## University Calculus: Early Transcendentals (3rd Edition)

$$\lim_{x\to\infty}(\sqrt{x^2+25}-\sqrt{x^2-1})=0$$
$$A= \lim_{x\to\infty}(\sqrt{x^2+25}-\sqrt{x^2-1})$$ We cannot examine the behavior of $(\sqrt{x^2+25}-\sqrt{x^2-1})$ as $x$ approaches $\infty$ right away, because it will lead to the unsolved situation of $\infty-\infty$, which we would try to avoid.
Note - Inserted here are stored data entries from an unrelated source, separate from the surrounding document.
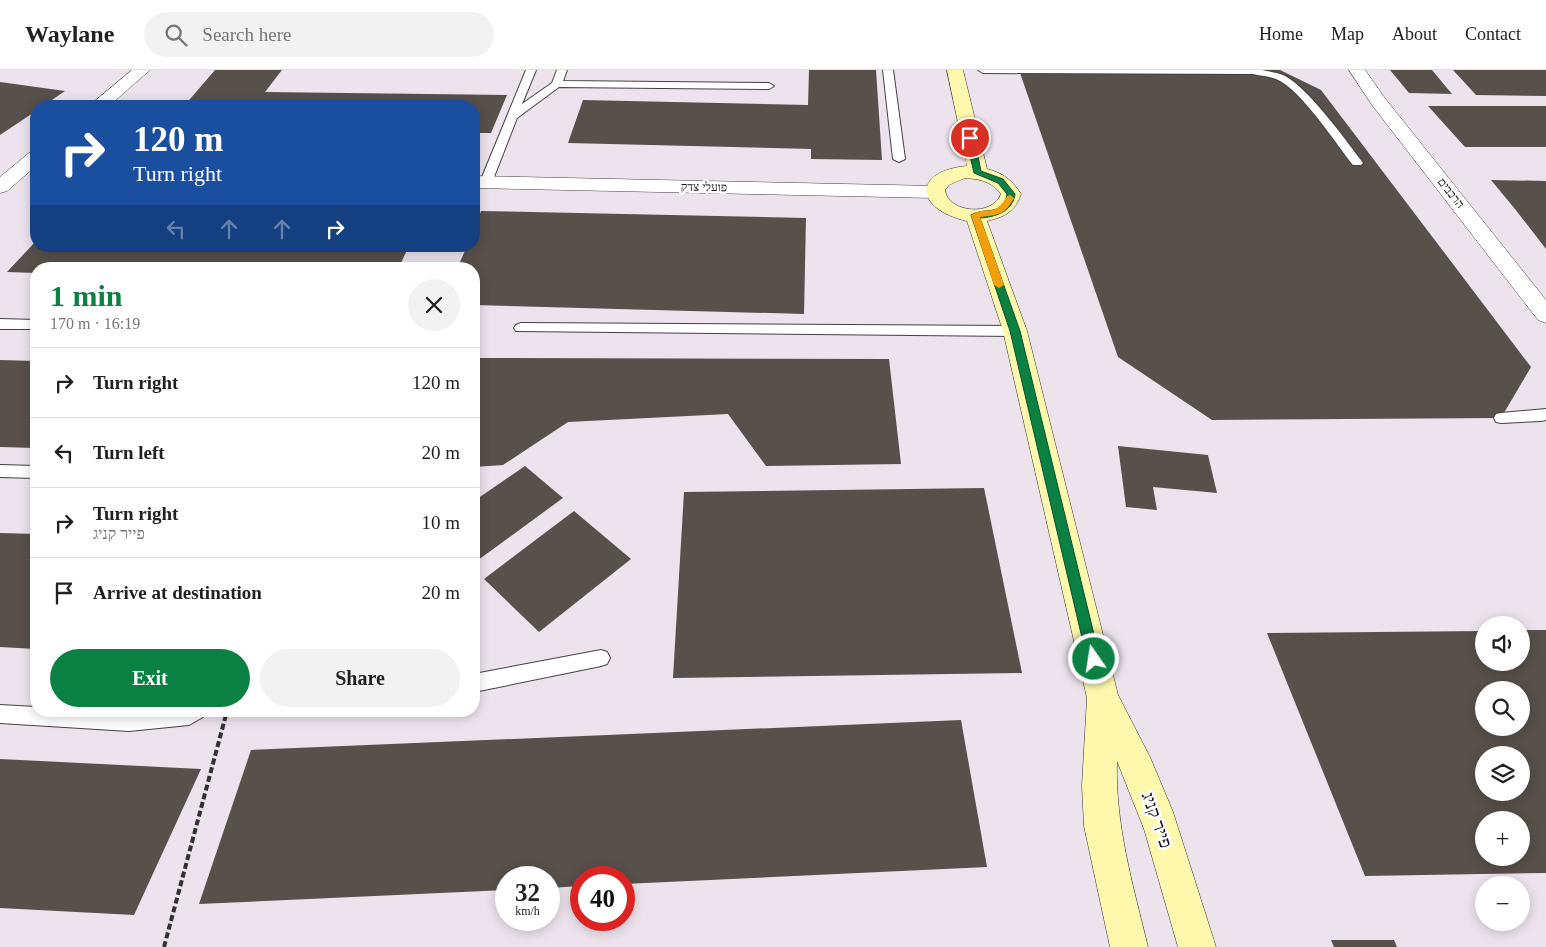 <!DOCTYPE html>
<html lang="en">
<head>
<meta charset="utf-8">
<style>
	body { margin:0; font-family:"Times New Roman","Noto Sans Hebrew",serif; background:#f2f2f2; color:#202124; height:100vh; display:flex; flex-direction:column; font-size:19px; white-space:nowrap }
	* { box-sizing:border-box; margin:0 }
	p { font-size:16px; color:#757577 }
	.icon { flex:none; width:28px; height:28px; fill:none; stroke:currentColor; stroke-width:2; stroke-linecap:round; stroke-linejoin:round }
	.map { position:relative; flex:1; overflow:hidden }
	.details { position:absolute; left:30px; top:192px; width:450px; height:455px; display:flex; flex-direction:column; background:#fff; border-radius:20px; box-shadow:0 2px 12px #0003 }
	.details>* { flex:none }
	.hud { position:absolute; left:30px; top:30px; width:450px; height:152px; border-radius:20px; box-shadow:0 2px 12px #0003; background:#1a4fa0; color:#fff; overflow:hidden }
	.tools { position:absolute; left:1475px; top:546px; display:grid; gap:10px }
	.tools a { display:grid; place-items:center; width:55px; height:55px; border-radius:50%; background:#fff; box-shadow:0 2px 12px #0003; font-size:25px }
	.speed { position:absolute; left:495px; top:796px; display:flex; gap:10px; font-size:25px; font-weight:700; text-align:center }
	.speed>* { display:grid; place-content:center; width:65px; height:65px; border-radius:50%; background:#fff; box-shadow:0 2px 12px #0003; line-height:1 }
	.speed small { font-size:12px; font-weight:400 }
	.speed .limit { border:8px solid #d22; background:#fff; color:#111 }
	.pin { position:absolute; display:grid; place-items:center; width:42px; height:42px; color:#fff; margin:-21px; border:2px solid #fff; border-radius:50%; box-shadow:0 1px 5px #0007 }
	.me { position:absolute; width:55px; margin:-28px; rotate:347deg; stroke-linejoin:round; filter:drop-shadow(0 0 4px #0008) }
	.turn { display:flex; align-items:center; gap:18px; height:105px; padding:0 20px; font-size:22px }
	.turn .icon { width:65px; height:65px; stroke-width:2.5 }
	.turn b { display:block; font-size:35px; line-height:42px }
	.lanes { display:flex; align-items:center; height:48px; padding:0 20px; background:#0003; justify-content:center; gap:25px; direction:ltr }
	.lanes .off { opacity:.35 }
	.round { display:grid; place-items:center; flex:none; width:52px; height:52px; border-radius:26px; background:#f2f2f2 }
	.summary { display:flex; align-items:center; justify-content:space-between; height:85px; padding:0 20px }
	h1 { font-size:30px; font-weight:700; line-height:38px; color:#0b8043 }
	.button { display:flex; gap:10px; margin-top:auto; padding:10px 20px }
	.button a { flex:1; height:58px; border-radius:30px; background:#0b8043; color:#fff; font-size:20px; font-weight:700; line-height:58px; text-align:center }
	.button a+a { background:#f2f2f2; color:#202124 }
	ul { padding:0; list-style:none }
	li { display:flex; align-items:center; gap:15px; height:70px; padding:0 20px; border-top:1px solid #e0e0e0 }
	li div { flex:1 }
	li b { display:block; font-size:19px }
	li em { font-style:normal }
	header { display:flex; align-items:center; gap:30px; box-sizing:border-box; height:70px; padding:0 25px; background:#fff; border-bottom:1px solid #e0e0e0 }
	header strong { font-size:24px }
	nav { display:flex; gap:28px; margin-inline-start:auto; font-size:18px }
	.search { width:350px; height:45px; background:#f2f2f2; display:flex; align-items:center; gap:12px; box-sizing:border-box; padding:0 18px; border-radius:28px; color:#757577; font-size:19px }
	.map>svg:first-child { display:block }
	.industrial { fill:#ece3ed; fill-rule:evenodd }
	.building { fill:#57504b; fill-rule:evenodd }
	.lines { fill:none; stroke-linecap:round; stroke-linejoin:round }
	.lane-casing { stroke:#424242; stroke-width:2 }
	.street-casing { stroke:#424242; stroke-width:1 }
	.secondary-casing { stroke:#313131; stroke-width:1 }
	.path { stroke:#313131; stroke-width:4; stroke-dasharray:6 3; stroke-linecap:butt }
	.lane { fill:#fff; fill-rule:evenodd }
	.street { fill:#fff; fill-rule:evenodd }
	.secondary { fill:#fef8ad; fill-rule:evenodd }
	.route { fill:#0b8043; stroke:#07532c }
	.slow { fill:#f59e0b }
	.labels { text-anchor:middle; stroke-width:5; stroke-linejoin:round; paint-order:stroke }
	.far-street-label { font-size:12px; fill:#0f0f0f; stroke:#fff }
	.near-street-label { font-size:18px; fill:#0f0f0f; stroke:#fff }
</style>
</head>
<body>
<header>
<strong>Waylane</strong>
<div class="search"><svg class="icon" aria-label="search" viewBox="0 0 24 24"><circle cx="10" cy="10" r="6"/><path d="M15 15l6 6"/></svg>Search here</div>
<nav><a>Home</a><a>Map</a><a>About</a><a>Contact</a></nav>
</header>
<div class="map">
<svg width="1546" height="877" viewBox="0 0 1546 877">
	<rect width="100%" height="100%" fill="#fffdf0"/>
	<!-- industrial -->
	<path class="industrial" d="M0 0H1546V877H0ZM36 36H474V176H36ZM36 199H474V641H36ZM1484 555H1521V592H1484ZM1484 620H1521V658H1484ZM1484 685H1521V722H1484ZM1484 750H1521V788H1484ZM506 808H549V850H506ZM581 808H624V850H581ZM1484 815H1521V852H1484Z"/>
	<!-- building -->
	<g class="building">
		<path d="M215 0H282L265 22 507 25 491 63H474V36H184Z"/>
		<path d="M809 0H876L882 90 811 89V79L568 73 583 30 808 35Z"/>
		<path d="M1019 0H1280L1321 20 1531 297 1501 348 1212 350 1118 287Z"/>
		<path d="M1390 0H1432L1452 24 1409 23Z"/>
		<path d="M1453 0H1546V26L1476 25Z"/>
		<path d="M0 12 65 21 43 36H36V41L0 65Z"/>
		<path d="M1428 36H1546V77H1465Z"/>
		<path d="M1491 110 1546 111V179L1515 139Z"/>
		<path d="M481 141 806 148 804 244 474 235V199H457L467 176H474V159Z"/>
		<path d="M36 171V176H409L398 199H36V203L7 202Z"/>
		<path d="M474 288 889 289 901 394 766 396 728 344 568 352 503 395 474 397Z"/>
		<path d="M0 290 36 291V378L0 377Z"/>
		<path d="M1118 376 1208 385 1217 423 1153 417 1157 440 1126 437Z"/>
		<path d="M525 396 563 428 474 493V431Z"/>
		<path d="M984 418 1022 603 673 608 684 422Z"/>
		<path d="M574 441 631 489 539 562 484 509Z"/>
		<path d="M0 463 36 464V579L0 577Z"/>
		<path d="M1521 560H1546V803L1365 806 1267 563 1484 561V592H1521ZM1484 620H1521V658H1484ZM1484 685H1521V722H1484ZM1484 750H1521V788H1484Z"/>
		<path d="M961 650 987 797 624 814V808H581V816L549 818V808H506V820L199 834 251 680Z"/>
		<path d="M0 689 201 699 134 845 0 838Z"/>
		<path d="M1331 870H1394L1397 877H1334Z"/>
	</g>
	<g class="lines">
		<defs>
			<g id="lane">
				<path d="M526 0H536L522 34 552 13 557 0H567L563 11 769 13 774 16 769 19 559 17 517 48 492 112 490 114H482L480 112Z"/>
				<path d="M883 0H893L905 89 899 92 893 89Z"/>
				<path d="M978 0H1262C1269 2 1278 2 1285 6 1308 18 1346 70 1363 93L1361 95H1353C1336 74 1300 18 1276 9 1269 6 1260 6 1253 4L983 3Z"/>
				<path d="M0 249 36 250V259H0Z"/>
				<path d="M521 253 1015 256 1020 258 1022 261 1020 264 1015 266 516 261 514 258 516 255Z"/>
				<path d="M1546 339V350L1541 351 1501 353 1496 352 1494 348 1496 344 1501 343Z"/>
				<path d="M0 395 36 396V408L0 407Z"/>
				<path d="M601 580 607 582 610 588 607 594 601 596 474 622V604Z"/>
				<path d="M0 635 36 637V641L129 643 205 641 203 647 189 655 129 661 0 653Z"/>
			</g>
			<g id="street">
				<path d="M132 0H150L109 36H89Z"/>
				<path d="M1349 0H1365L1384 27 1546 230V253L1538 250 1372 35Z"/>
				<path d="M36 81V96L7 121 0 123V107L29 83Z"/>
				<path d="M474 106 935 116 942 118 945 122 942 126 935 128 474 118Z"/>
			</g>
			<path id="secondary" d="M947 0H963L987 99C1003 103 1012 110 1021 124 1015 142 1004 147 987 151L1027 261 1118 625 1150 687 1173 742 1216 877H1178L1144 759 1117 691C1115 755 1133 815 1148 877H1110L1084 756 1082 716 1087 628 1003 261 967 151C914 139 912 101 967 96ZM965 108C979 109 992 111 1001 124 993 147 948 143 945 120L949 115Z"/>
		</defs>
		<!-- lane casing -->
		<use href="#lane" class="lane-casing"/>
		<!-- street casing -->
		<use href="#street" class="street-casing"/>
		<!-- secondary casing -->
		<use href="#secondary" class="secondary-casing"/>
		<!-- path -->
		<path class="path" d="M164 877 227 641"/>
		<!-- lane -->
		<use href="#lane" class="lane"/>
		<!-- street -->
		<use href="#street" class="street"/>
		<!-- secondary -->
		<use href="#secondary" class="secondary"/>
	</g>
	<!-- route -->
	<path class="route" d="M970 66 974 68 981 101 1003 109 1015 124C1013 141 996 147 980 148L1020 261 1100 589 1098 593 1094 595 1089 593 1087 589 1010 261 971 145C983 137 1004 147 1007 124L998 113 974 103 966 68Z"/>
	<!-- slow -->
	<path class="slow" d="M1010 125 1014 128C1005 145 998 145 980 147L1004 215 999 218 994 215 971 145C987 135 994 149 1007 126Z"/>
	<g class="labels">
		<!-- far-street labels -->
		<g class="far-street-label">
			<text transform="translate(704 117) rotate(1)" y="4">פועלי צדק</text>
			<text transform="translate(1451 123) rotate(52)" y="4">הרכבים</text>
		</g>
		<!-- near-street labels -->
		<g class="near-street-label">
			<text transform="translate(1157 750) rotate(70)" y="6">פייר קניג</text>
		</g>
	</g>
</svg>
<div class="tools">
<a><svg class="icon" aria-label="sound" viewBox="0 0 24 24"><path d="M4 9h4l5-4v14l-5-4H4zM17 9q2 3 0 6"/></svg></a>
<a><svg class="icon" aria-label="search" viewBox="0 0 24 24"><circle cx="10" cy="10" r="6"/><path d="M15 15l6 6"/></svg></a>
<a><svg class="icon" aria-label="layers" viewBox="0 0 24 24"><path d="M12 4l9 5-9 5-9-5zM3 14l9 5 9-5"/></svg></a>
<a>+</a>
<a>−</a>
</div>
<div class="speed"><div>32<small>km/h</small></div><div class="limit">40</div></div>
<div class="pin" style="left:970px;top:68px;background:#d93025"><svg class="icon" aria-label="arrive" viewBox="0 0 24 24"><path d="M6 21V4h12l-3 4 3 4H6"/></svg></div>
<svg class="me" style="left:1094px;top:589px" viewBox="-20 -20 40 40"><circle r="17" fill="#0b8043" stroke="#fff" stroke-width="3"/><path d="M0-11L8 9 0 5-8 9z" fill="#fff"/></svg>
<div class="hud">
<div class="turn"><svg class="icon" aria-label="right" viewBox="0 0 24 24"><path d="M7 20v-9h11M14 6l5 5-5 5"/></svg><div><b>120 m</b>Turn right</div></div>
<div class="lanes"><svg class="icon off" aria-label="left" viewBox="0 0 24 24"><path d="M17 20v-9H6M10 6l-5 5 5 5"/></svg><svg class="icon off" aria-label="ahead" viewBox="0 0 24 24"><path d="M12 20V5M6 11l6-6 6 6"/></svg><svg class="icon off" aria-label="ahead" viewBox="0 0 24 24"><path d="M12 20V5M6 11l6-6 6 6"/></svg><svg class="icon" aria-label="right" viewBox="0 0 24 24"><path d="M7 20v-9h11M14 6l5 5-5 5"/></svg></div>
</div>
<section class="details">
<div class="summary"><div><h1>1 min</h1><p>170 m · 16:19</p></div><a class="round"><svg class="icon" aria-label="close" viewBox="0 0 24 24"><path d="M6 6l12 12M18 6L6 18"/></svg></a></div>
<ul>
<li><svg class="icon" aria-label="right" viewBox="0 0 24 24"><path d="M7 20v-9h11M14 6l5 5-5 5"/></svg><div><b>Turn right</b></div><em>120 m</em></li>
<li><svg class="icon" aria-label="left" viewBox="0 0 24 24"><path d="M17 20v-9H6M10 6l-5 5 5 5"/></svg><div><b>Turn left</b></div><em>20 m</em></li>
<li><svg class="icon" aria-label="right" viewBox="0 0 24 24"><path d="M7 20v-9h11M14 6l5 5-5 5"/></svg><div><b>Turn right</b><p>פייר קניג</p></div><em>10 m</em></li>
<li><svg class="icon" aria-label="arrive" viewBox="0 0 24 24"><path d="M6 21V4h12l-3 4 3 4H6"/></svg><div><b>Arrive at destination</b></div><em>20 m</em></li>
</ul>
<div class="button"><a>Exit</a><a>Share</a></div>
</section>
</div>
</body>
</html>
Instead, we would want to turn it into a rational function and apply the usual method, by doing the followings: $$A=\lim_{x\to\infty}\Big[(\sqrt{x^2+25}-\sqrt{x^2-1})\times\frac{(\sqrt{x^2+25}+\sqrt{x^2-1})}{(\sqrt{x^2+25}+\sqrt{x^2-1})}\Big]$$ $$A=\lim_{x\to\infty}\frac{(x^2+25)-(x^2-1)}{(\sqrt{x^2+25}+\sqrt{x^2-1})}=\lim_{x\to\infty}\frac{26}{\sqrt{x^2+25}+\sqrt{x^2-1}}$$ Now we can divide both numerator and denominator by the highest degree of $x$ in the denominator, which is $x$: $$A=\lim_{x\to\infty}\frac{\frac{26}{ x}}{\frac{\sqrt{x^2+25}}{x}+\frac{\sqrt{x^2-1}}{x}}=\lim_{x\to\infty}\frac{\frac{26}{x}}{\sqrt{1+\frac{25}{x^2}}+\sqrt{1-\frac{1}{x^2}}}$$ $$A=\frac{0}{\sqrt{1+0}+\sqrt{1-0}}=0$$